Why does nobody use this any more?

Ben Kenyon

‘How much can you bench, mate?’

Set foot in any gym anywhere in the world and get chatting to blokes in there and you’ll no doubt be asked this question.

The bench press is a universal measure of strength, and thus manliness.

That’s why you can get anywhere near a bench on Mondays as everyone is working their chest to bump up their numbers.

But it’s very easy to plateau when training your chest unless you’re constantly changing the stimulus.

If you stick to the same weight and same exercises too long you’ll go stale and your gains will dry up.

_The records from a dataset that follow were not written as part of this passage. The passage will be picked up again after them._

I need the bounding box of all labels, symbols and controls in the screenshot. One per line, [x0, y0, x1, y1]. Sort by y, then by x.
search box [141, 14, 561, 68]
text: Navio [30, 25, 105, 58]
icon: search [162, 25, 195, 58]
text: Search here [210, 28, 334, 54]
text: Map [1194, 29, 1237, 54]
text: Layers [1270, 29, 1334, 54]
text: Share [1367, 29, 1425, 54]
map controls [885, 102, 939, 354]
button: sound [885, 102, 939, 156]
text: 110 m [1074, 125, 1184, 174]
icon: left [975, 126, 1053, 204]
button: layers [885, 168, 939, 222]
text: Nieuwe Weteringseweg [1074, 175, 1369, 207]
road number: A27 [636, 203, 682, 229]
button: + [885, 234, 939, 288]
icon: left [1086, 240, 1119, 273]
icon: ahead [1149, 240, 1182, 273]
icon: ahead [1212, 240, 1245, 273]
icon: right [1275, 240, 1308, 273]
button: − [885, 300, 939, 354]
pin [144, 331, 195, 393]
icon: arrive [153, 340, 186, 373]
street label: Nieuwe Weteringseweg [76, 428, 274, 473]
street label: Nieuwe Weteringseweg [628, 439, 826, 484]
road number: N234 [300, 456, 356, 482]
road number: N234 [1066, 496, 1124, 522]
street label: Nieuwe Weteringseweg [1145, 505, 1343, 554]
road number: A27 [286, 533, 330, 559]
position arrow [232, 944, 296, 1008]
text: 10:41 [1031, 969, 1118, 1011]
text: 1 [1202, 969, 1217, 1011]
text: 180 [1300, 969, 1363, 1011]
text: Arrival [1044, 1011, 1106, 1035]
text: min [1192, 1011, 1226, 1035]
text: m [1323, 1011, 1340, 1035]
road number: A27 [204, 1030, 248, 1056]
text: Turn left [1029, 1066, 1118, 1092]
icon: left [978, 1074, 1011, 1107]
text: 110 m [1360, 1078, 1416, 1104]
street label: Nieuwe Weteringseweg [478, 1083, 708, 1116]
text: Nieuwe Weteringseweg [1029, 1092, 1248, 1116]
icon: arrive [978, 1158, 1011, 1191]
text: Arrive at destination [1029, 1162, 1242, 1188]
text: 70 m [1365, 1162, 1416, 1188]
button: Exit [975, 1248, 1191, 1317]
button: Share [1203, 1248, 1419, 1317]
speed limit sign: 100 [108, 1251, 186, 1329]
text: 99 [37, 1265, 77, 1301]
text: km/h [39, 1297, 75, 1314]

If you’ve exhausted all the dumbbell and barbell presses you can think of and need something different to keep those strength gains coming, there’s one old school move you can try.

It’s a favourite of elite bench pressers like British Paralympic powerlifter Ali Jawad, who can bench press over three times his 59kg bodyweight – hitting 190kg.

The rack press could be the answer to all your problems.

Also known as bench press lockouts, you’re essentially starting from a dead stop position with the barbell on the lowest notch on the rack.

It makes it devilishly hard as you’re having to generate a ridiculous amount of force initially to get the bar moving from the bottom position.

You’re also not getting the benefit of momentum from lowering the bar down first (eccentric portion) or the elasticity of the muscle and stretch reflex to help you drive the bar up.

Why is it so good at building your bench numbers? Powerlifters use it to build explosive power in their triceps, which are central to a strong lockout at the top of the movement.

But it’s also good for building strength at the weakest part of your bench press – which is often at the bottom of the movement when the bar is at your chest – or mid way through the press (concentric portion) where your triceps take over.

The technique is simple. Set the barbell up on the lowest notch on the power rack (or similar bench) around four to six inches above your chest.

You can use a medium or close-grip hand position – the closer in your hands, the more it will work your triceps.

Then, generating as much force as possible, push the bar upwards off the rack and lock your triceps out at the top, slowly lowering the bar back down to the rack.

Rack presses work really well with one-rep max work. Although you can do sets of anywhere from three to six reps.